Exercise data

------------------------------

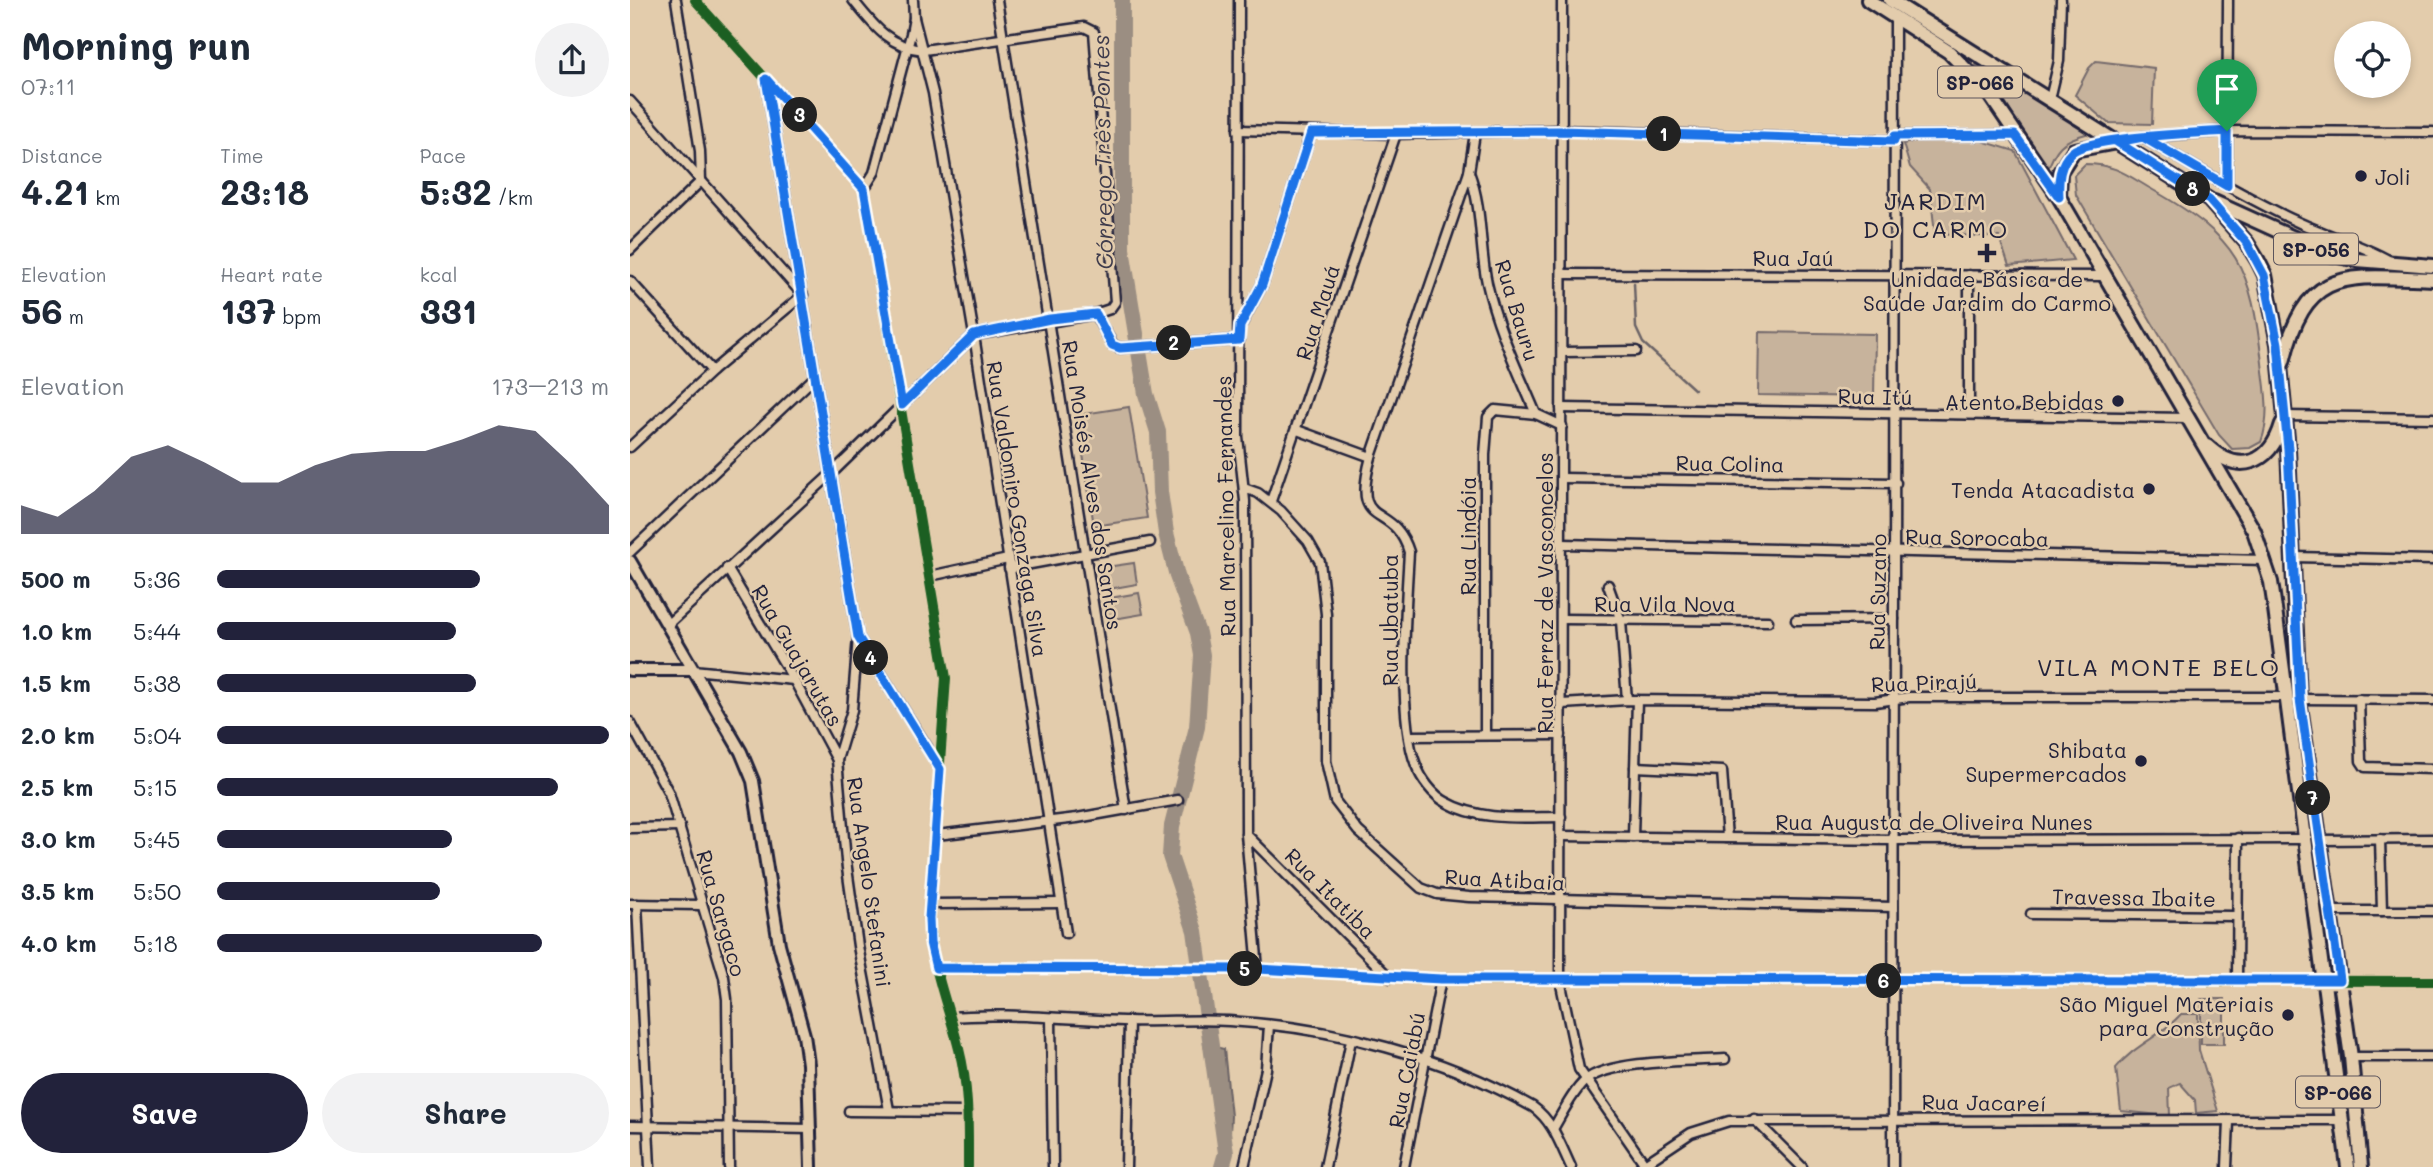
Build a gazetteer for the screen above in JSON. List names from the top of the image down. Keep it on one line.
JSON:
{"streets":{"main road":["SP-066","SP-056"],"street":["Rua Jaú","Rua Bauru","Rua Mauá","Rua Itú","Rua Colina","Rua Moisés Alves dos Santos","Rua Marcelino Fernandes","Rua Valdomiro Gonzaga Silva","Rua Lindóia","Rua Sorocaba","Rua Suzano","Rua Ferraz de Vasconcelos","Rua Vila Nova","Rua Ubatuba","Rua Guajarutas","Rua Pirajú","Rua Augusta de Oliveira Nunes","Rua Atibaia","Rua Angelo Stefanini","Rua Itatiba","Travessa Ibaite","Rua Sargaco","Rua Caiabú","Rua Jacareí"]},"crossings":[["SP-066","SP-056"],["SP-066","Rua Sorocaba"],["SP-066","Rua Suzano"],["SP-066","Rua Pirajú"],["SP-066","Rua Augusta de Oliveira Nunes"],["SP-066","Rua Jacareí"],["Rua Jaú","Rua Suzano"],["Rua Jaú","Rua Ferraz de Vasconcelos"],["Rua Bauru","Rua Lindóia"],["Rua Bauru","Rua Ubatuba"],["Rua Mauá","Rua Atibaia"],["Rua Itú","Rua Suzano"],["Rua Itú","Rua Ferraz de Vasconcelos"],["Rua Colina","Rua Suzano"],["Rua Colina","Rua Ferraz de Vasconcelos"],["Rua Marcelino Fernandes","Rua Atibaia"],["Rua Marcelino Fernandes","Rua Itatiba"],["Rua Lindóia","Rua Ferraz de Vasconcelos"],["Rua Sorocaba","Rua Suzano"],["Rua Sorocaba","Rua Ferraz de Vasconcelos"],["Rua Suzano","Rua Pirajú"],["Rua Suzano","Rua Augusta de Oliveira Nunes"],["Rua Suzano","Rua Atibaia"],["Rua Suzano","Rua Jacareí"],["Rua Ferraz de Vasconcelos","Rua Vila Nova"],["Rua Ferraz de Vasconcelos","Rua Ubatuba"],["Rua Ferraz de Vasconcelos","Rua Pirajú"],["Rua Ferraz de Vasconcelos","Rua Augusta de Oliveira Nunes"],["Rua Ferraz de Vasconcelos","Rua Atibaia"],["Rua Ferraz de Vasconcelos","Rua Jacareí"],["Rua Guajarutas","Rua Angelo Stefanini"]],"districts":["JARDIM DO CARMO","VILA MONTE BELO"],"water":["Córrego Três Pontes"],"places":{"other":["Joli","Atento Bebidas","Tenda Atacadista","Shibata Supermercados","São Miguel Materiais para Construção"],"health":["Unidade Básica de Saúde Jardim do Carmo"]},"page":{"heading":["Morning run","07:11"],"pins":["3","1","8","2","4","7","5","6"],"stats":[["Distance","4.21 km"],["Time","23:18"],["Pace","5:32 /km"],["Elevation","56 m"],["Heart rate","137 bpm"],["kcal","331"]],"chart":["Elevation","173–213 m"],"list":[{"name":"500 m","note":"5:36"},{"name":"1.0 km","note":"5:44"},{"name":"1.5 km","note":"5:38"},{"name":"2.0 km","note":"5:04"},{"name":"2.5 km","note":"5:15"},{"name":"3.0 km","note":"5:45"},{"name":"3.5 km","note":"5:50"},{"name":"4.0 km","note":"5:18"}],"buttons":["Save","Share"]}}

------------------------------

Action item
Filter the listing by the string "JSON"; copy each matching line.

Worked solution
Build a gazetteer for the screen above in JSON. List names from the top of the image down. Keep it on one line.
JSON:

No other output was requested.